Detailed Description

Complete technical specification and implementation details from the patent document.

Embodiments described herein generally relate to processors. In particular, embodiments described herein generally relate to fetch and decode of instructions in processors.

Program code typically includes one or more types of conditional branch instructions. Conditional branch instructions are also sometimes known simply as conditional branches, conditional jump instructions, or conditional jumps. An examples of such a conditional branch is a “branch if condition is (or is not) true” type of instruction. The conditional branch may cause the flow of execution to proceed along either a first (e.g., taken) path or a second (e.g., not taken) path. Whether the first or second path should be taken may depend upon the evaluation of a condition associated with the branch instruction (e.g., whether the condition is (or is not) true). However, the evaluation of the condition is typically not performed until substantially later in time. Waiting for the condition to be evaluated, so that the branch direction can be known with certainty, unnecessarily slows down the fetching and decoding of additional instructions thereby limiting performance.

Disclosed herein are embodiments of processors, front end units, methods, and systems to fetch and decode at least two in-order sequences of instructions concurrently or otherwise in parallel. In the following description, numerous specific details are set forth (e.g., specific processor configurations, microarchitectural details, sequences of operations, etc.). However, embodiments may be practiced without these specific details. In other instances, well-known circuits, structures and techniques have not been shown in detail to avoid obscuring the understanding of the description.

Processors commonly include front end units and back end units. The front end units fetch and decode instructions of program code into decoded instructions. The back end units execute the decoded instructions to generate results corresponding to the instructions.

As mentioned in the background section, the program code typically includes one or more types of conditional branch instructions. The front end units commonly include a branch prediction unit. The branch prediction unit may help to improve fetching and decoding throughput by predicting the directions of such conditional branch instructions prior to the evaluation of the condition associated with the branch instruction. For example, the branch prediction unit may collect and use branch prediction context (e.g., past branch history or other branch prediction information (e.g., as well as other information like the current instruction pointer, the next instruction pointer, information about the current instruction (e.g. whether it is a special instruction, whether there is a fault, etc.)) to predict the directions of the conditional branches. Predicting the conditional branches may help to avoid needing to wait on the evaluation of the condition associated with the conditional branch before fetching additional instructions and processing them speculatively under the assumption that the prediction of the conditional branch is correct.

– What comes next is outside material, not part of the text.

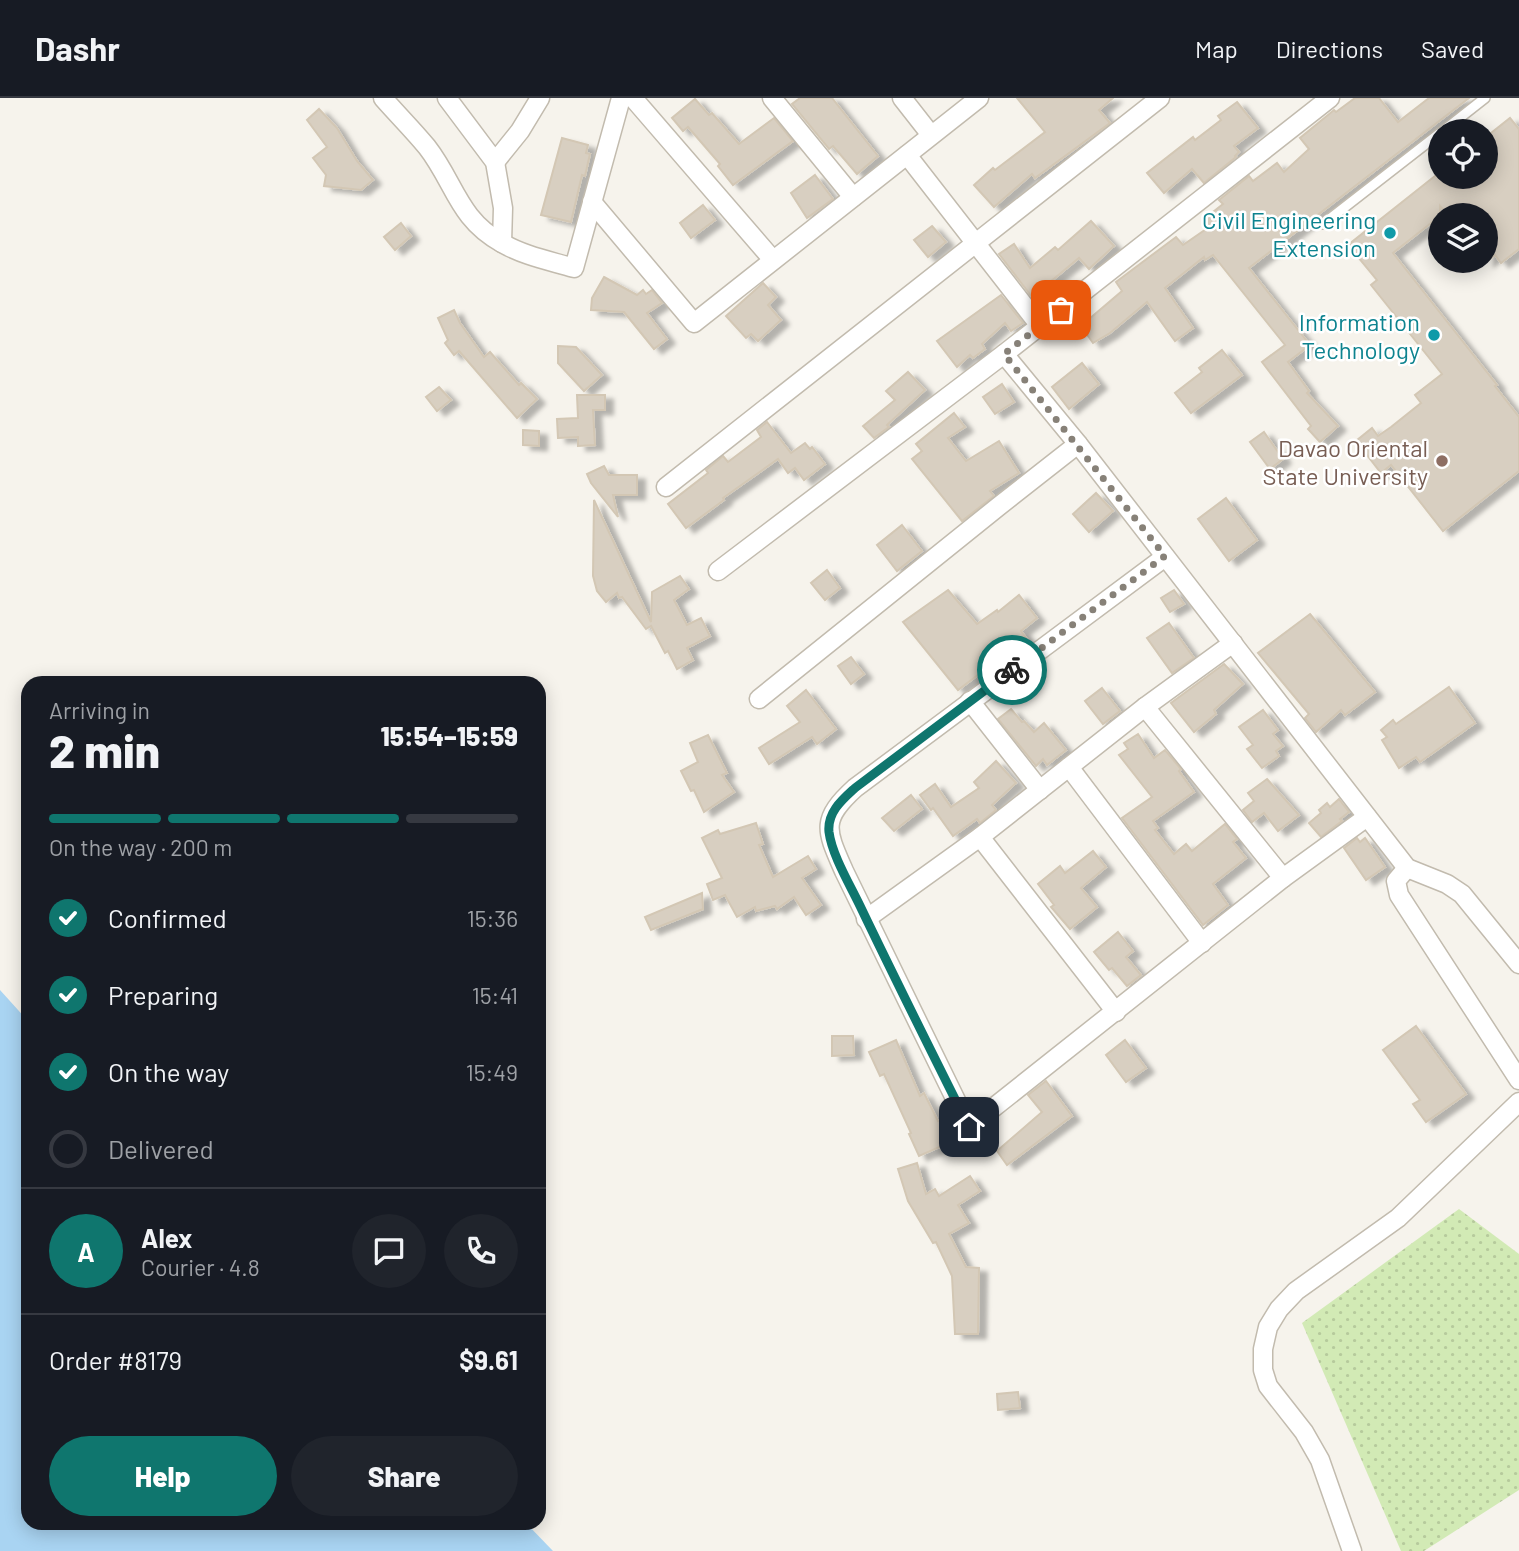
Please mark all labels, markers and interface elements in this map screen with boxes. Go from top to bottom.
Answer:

Once the condition associated with the conditional branch is evaluated, the branch direction will be known with certainty, and the predicted branch direction will either have been correct or incorrect. If the prediction was correct, then the results and/or state of the speculatively executed instructions along the predicted branch direction may be utilized. In this case, the performance of the processor will have been increased due to greater utilization of pipeline stages that would otherwise have been dormant (or at least underutilized) while waiting on the evaluation of the condition associated with the conditional branch. However, if the prediction was incorrect, then the results and/or state of the instructions speculatively executed along the predicted branch direction will typically be incorrect and will need to be discarded. For example, the pipeline may be flushed (e.g., discarding the instructions currently in flight in the pipeline), processing may be rewound back at the conditional branch, and execution may proceed along the alternate now correctly known branch direction. This outcome is undesirable since it tends to reduce performance and consume more power.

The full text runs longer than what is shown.